Thank you, thank you, thank you.
Every single point resonated … however, what cut the deepest was in #4, it’s ok to really feel your anger, sorrow over the injustices that occur daily (everywhere). Because I don’t see others reacting as I do I always feel “wrong”. As the saying goes … If you’re not angry or frustrated, you’re not paying attention.
#5 & #8 After decades, I instinctively came to a point of letting go of my fair weather friends, stopped over giving, did the exercise of seeing how long it would take them to reach out, to find that they didn’t. It’s a very lonely path when who remains is nobody. Ah the joys of being an INFJ-T, master #29/11, Enneagram 4, High Priestess soul. My entire life I’ve given so much of myself to others, I am now in the process of trying to find out who I truly am.
#10 Don’t let your past dictate your future. Truly release the narrative that I created (and carried as truth) for survival - or as my therapist so lovingly calls it an SOS, a cry for help. That narrative is not my truth. It never was.
There is a long and arduous journey before me, but it is the only way I can travel.
Again, Kelly-Ann, thank you for all you do for yourself and for all you share with us. Gratitude.
The point abt 'uninteresting things' - that fear of being seen as not knowing or being caught out resonates so much!! Working thru these fears atm~
I'm saving this video in my favorites.
Wake up call. .we need it. Including myself, we knock ourselves down constantly. I see it in myself and I see it in others I know. MY childhood best friend is now dead because of this. It's a danger not to, not for everyone they can re adjust, but some people get so down on themselves they make bad choices. It's really sad...
There are sooooo many things in this video I need to re visit but the 2 things that stood out for me was talking to myself the way I would comfort/talk to a friend and not allowing the past to dictate how I am now.

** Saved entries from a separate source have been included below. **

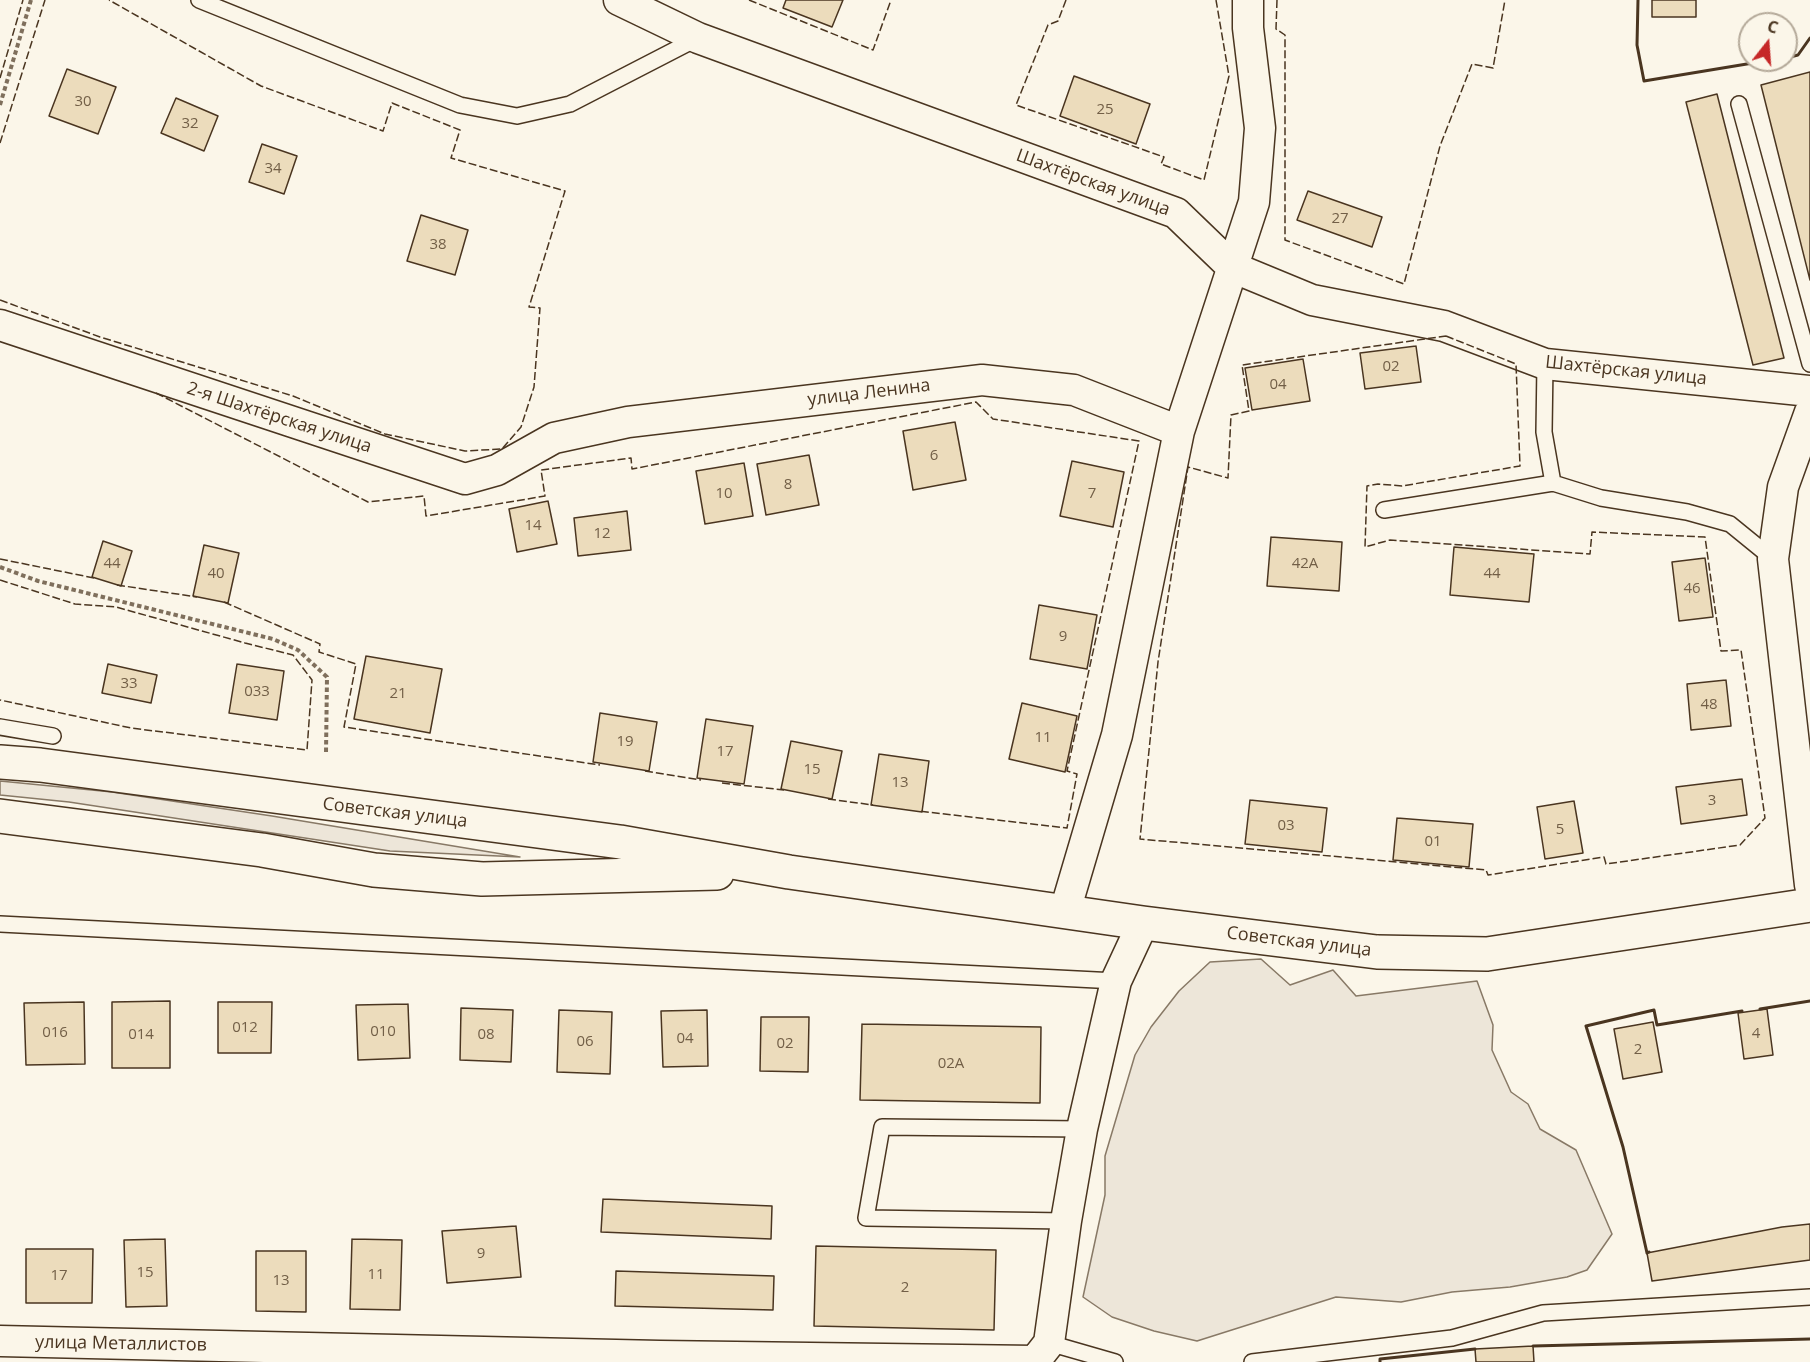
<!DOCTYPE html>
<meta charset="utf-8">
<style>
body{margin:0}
#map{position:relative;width:1810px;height:1362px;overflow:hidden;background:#fbf6e9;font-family:"Open Sans",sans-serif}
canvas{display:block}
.north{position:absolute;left:1738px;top:12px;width:60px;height:60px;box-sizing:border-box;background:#fbf6e9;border:2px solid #b4a999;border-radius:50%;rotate:17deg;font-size:16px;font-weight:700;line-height:24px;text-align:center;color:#4a3520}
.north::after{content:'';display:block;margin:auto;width:21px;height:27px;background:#c62828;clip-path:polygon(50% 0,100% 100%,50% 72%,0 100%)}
</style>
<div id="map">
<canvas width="1810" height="1362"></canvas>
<div class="north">С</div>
</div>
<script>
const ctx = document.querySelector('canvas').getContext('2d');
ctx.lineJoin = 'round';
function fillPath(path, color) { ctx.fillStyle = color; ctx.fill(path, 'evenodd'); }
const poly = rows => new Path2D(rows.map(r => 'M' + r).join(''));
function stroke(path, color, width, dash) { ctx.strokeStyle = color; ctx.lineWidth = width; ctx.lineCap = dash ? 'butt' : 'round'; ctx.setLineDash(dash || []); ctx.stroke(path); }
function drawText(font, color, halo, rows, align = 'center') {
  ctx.font = font + ' "Open Sans",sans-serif'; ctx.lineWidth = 4.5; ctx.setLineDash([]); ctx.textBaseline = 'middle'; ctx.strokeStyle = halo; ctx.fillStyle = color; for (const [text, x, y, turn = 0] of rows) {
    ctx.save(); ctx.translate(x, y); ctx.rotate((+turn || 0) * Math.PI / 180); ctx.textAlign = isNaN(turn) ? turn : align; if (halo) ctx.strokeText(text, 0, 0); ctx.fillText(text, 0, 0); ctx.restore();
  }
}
const green = poly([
 [0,781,112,792,272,816,520,857,390,851,69,802,0,795,0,781],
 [1261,959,1290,985,1333,970,1356,996,1477,981,1493,1025,1492,1050,1511,1092,1528,1104,1540,1129,1576,1150,1612,1234,1587,1270,1567,1277,1510,1287,1452,1292,1401,1302,1336,1297,1197,1341,1154,1331,1112,1317,1083,1297,1105,1195,1105,1156,1135,1055,1151,1027,1179,991,1210,962,1261,959]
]);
fillPath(green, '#ede6d9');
stroke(green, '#887966', 1.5);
const building = poly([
 [786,0,843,0,832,27,783,8,786,0],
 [1652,0,1696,0,1696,17,1652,17,1652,0],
 [67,69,116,87,98,134,49,116,67,69],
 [1810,72,1810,280,1761,85,1810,72],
 [1074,76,1150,104,1136,144,1060,116,1074,76],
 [1717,94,1784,358,1753,365,1686,102,1717,94],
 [176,98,218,116,204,151,161,133,176,98],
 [262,144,297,156,284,194,249,182,262,144],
 [1308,191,1382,217,1372,247,1297,220,1308,191],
 [421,215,468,230,455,275,407,261,421,215],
 [1416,346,1421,382,1365,389,1360,353,1416,346],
 [1303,359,1310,401,1252,410,1245,368,1303,359],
 [955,422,966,480,913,490,903,431,955,422],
 [809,455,819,505,766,515,757,464,809,455],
 [1072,461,1124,472,1113,527,1060,516,1072,461],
 [744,463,753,516,705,524,696,471,744,463],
 [548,501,557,544,517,552,509,509,548,501],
 [627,511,631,550,578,556,574,518,627,511],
 [1271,537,1342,542,1339,591,1267,586,1271,537],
 [103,541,132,551,121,586,92,577,103,541],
 [204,545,239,553,228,603,193,596,204,545],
 [1454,547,1534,554,1529,602,1450,595,1454,547],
 [1705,558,1713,617,1679,621,1672,562,1705,558],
 [1039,605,1097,615,1087,669,1030,659,1039,605],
 [366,656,442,669,430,733,354,719,366,656],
 [108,664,157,675,151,703,102,693,108,664],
 [237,664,284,671,277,720,229,713,237,664],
 [1726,680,1731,726,1691,730,1687,684,1726,680],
 [1022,703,1077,716,1065,772,1009,759,1022,703],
 [600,713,657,722,649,771,593,762,600,713],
 [706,719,753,726,744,784,697,778,706,719],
 [791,741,842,751,832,799,781,789,791,741],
 [879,754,929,761,922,812,871,805,879,754],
 [1742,779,1747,815,1681,824,1676,787,1742,779],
 [1250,800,1327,808,1322,852,1245,844,1250,800],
 [1574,801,1583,853,1545,859,1537,807,1574,801],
 [1397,818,1473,824,1469,867,1393,860,1397,818],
 [170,1001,170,1068,112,1068,112,1002,170,1001],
 [84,1002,85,1064,26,1065,24,1003,84,1002],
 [218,1002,272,1002,271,1053,218,1053,218,1002],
 [408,1004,410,1058,358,1060,356,1005,408,1004],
 [461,1008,513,1010,511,1062,460,1060,461,1008],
 [1767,1009,1773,1055,1744,1059,1738,1013,1767,1009],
 [559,1010,612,1012,610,1074,557,1072,559,1010],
 [707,1010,708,1066,663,1067,661,1011,707,1010],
 [761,1017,809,1017,808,1072,760,1071,761,1017],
 [1653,1022,1662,1072,1623,1079,1614,1029,1653,1022],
 [862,1024,1041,1027,1040,1103,860,1100,862,1024],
 [603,1199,772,1206,771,1239,601,1232,603,1199],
 [1810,1224,1810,1260,1652,1281,1647,1253,1782,1227,1810,1224],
 [516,1226,521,1277,447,1283,442,1231,516,1226],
 [165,1239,167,1306,126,1307,124,1240,165,1239],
 [352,1239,402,1240,400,1310,350,1309,352,1239],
 [816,1246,996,1250,994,1330,814,1326,816,1246],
 [26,1249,93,1249,92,1303,26,1303,26,1249],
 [256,1251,306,1251,306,1312,256,1311,256,1251],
 [616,1271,774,1276,773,1310,615,1306,616,1271],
 [1533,1346,1534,1362,1476,1362,1475,1349,1533,1346]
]);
fillPath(building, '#ecdcbc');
stroke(building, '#4a3520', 1.5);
const service = poly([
 [199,0,460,105,517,116,570,104,698,38],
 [1739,104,1810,364],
 [1545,364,1544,432,1553,483],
 [1384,510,1553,483,1601,498,1687,512,1730,524,1773,559],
 [0,727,53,736],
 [0,924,1116,981],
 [1066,1221,866,1218,882,1127,1082,1129],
 [1049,1343,1115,1362],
 [1252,1362,1452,1338,1543,1313,1810,1297]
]);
const minor = poly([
 [619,0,698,38,1176,213,1232,267,1312,300,1444,326,1545,364,1810,391],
 [0,325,465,479,497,470,554,438,628,422,982,380,1074,390,1179,431],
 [1810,412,1783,487,1773,559,1810,885],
 [1065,911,1117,735,1179,431,1254,202,1260,128,1248,28,1248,0],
 [0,1341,660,1356,1035,1361,1049,1343,1066,1221,1082,1129,1116,981,1143,923]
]);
const secondary = poly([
 [0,762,40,765,620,842,789,872,1143,923,1377,952,1487,954,1810,905],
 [0,816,262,850,374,870,482,879,717,873]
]);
stroke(service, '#4a3520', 18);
stroke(minor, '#4a3520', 33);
stroke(secondary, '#4a3520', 36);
stroke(poly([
 [0,105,31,0],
 [0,567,38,581,273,639,298,650,327,677,326,753]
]), '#7f6f5c', 4, [4.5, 3]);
stroke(service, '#fbf6e9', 15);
stroke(minor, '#fbf6e9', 30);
stroke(secondary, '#fbf6e9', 33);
stroke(poly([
 [749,0,873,50,891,0],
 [1066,0,1058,21,1048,25,1016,105,1164,157,1161,164,1204,180,1229,76,1216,0],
 [1277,0,1276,29,1285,35,1285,240,1404,284,1440,146,1472,64,1493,68,1505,0],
 [0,78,23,0],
 [0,143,45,0],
 [0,300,100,337,293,396,385,434,465,451,502,449,521,427,534,387,540,308,529,307,565,191,451,158,460,130,392,103,383,131,261,86,109,0],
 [1446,336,1516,364,1520,466,1402,486,1378,484,1367,486,1365,547,1390,540,1590,554,1592,532,1705,537,1721,651,1741,650,1765,818,1740,845,1606,864,1604,857,1488,875,1486,870,1140,839,1158,662,1188,467,1228,478,1231,415,1249,411,1242,365,1446,336],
 [156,393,368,502,424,496,426,516,545,496,541,470,631,458,632,469,976,402,993,419,1139,441,1067,771,1077,774,1067,828,918,811],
 [0,559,94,578],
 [0,580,75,604,116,607,245,643,293,655,312,680,307,750,131,728,0,700],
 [117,585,197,597],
 [224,602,320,644,319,652,356,664,344,727,600,765],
 [645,771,701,780],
 [722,783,784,790],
 [828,799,873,805]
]), '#4a3520', 1.5, [8, 3]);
stroke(poly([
 [1638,0,1637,45,1644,81,1771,60],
 [1786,58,1798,55,1810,38],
 [1760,1009,1810,1001],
 [1649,1252,1647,1253,1623,1147,1586,1026,1654,1010,1657,1025,1742,1011],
 [1533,1346,1810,1339],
 [1380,1362,1380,1359,1475,1349]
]), '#4a3520', 3);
drawText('15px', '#725f47', null, [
 ["30",83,102],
 ["25",1105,110],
 ["32",190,124],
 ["34",273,169],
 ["27",1340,219],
 ["38",438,245],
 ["02",1391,367],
 ["04",1278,385],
 ["6",934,456],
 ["8",788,485],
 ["10",724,494],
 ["7",1092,494],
 ["14",533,526],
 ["12",602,534],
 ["44",112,564],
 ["42А",1305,564],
 ["40",216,574],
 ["44",1492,574],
 ["46",1692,589],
 ["9",1063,637],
 ["33",129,684],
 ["033",257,692],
 ["21",398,694],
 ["48",1709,705],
 ["11",1043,738],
 ["19",625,742],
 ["17",725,752],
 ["15",812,770],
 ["13",900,783],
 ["3",1712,801],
 ["03",1286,826],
 ["5",1560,830],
 ["01",1433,842],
 ["012",245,1028],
 ["010",383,1032],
 ["016",55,1033],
 ["4",1756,1034],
 ["014",141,1035],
 ["08",486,1035],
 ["04",685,1039],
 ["06",585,1042],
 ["02",785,1044],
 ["2",1638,1050],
 ["02А",951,1064],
 ["9",481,1254],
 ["15",145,1273],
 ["11",376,1275],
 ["17",59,1276],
 ["13",281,1281],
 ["2",905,1288]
]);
drawText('18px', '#4a3520', '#fbf6e9', [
 ["Шахтёрская улица",1093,183,20],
 ["Шахтёрская улица",1626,371,6],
 ["улица Ленина",869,393,-7],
 ["2-я Шахтёрская улица",279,418,18],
 ["Советская улица",395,813,7],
 ["Советская улица",1299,942,7],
 ["улица Металлистов",121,1344,1]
]);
</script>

Thank you for your honesty and I'm still re reading Rebel Witch. I think my next journey with you will be basic tarot. ❤❤😊
So nourishing Kelly-Ann, thank you 🙏🏻
I’m still working on the should-ing all over myself around knowing all the things, and it was helpful to hear you talk about that ❤
reeeeeeeaaallly resonate with the bit about not finding yourself all that interesting when trying to be perfect - that sings!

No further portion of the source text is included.